Удовлетворенно окинув взглядом рабочие инструменты, она надела пальто, накинула на плечи шаль и спустилась по лестнице.
Наряд от Руф, подаренный мадам Джиной, пришлось надежно защитить кухонным фартуком, потому что предстоящую задачу Эфросинья расценила как сложную и даже опасную. Она расставила перед собой горшочки с конфитюром, и ей казалось, что каждый из них смотрит на нее маленькими злыми глазками, упрекая в малодушии.
– Ну что я за кулёма, это ж всего лишь сливы! Так, приступим, и чтобы ни пятнышка на костюм не посадить, и за почерком следим, не расслабляемся.
Эфросинья со всем усердием и осторожностью дописала фиолетовыми чернилами на уже приклеенных этикетках «Дорогой Мишлин Баллю» и на каждой превратила семерку в восьмерку, чтобы из 1897 года получился 1898-й. Довольная от того, что не сделала ни единой помарки, она завернула горшочки в оберточную бумагу с цветочками и положила их в корзинку. В другую пристроила два подарка для сына, купленные в Больших магазинах Лувра, добавила туда же лупу, принадлежавшую покойному Габену, и две посеребренные рамки с фотографиями Артура и Дафнэ, сделанными Виктором. На тыльной стороне рамок она написала: «С днем рождения, котеночек!

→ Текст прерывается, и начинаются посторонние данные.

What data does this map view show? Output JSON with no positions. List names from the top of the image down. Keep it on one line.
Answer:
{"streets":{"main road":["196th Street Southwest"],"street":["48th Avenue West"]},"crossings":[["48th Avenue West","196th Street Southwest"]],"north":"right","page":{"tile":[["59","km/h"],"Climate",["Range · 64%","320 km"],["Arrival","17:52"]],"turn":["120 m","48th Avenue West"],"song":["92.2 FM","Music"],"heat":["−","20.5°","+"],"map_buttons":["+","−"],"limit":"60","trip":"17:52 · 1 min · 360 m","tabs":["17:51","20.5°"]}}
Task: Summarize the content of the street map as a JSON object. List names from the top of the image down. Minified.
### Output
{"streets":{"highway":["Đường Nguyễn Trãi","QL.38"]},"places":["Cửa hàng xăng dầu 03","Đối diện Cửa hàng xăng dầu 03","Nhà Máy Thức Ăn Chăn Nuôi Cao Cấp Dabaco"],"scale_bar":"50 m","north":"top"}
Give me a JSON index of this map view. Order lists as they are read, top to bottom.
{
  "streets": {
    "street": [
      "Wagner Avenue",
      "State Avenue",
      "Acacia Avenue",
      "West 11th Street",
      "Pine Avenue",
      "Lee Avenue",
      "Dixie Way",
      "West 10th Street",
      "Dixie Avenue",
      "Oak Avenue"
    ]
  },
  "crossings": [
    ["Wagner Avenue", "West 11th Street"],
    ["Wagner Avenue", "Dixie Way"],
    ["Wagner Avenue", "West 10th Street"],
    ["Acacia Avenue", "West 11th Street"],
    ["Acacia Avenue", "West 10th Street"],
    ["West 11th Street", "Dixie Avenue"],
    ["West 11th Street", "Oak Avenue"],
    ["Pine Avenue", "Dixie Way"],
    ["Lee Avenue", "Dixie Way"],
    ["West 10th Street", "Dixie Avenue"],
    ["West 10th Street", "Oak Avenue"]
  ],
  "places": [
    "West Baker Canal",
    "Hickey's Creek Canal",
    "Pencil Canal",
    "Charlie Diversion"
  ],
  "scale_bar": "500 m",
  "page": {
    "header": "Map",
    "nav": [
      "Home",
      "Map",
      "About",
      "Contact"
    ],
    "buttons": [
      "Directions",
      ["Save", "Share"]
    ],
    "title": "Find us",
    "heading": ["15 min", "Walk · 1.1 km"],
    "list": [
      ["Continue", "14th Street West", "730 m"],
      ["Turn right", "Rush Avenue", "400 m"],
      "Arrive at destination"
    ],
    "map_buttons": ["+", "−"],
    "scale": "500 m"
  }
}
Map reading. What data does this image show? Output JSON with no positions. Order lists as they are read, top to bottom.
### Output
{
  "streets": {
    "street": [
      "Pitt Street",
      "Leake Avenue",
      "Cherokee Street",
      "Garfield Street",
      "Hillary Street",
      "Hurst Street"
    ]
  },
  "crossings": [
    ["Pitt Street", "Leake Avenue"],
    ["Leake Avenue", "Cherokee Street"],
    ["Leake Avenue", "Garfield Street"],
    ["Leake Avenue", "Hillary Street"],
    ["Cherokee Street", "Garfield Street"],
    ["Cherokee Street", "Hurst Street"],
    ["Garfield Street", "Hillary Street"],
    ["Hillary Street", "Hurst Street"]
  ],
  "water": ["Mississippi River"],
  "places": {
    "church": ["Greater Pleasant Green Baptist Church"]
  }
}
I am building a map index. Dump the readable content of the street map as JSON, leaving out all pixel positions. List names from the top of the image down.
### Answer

От любящей тебя мамочки». Всхлипнув от умиления, еще раз перебрала свертки, устраивая их поудобнее. А когда уже пора было выходить, в дверь постучали.
– Кто там? – подпрыгнула от неожиданности Эфросинья.
– Обожаемые родственники, – прозвучал ироничный голос, и она бросилась открывать.
С чемоданами и связками книг вошли улыбающиеся Кэндзи и Джина.
– Какой оригинальный наряд, – восхитился японец, поставив поклажу в углу. – Горничная в праздничных оборках!
Смущенная хозяйка дома поспешно развязала тесемки фартука.
– А так? Как я выгляжу? – Она покрутилась перед гостями, гордая собой.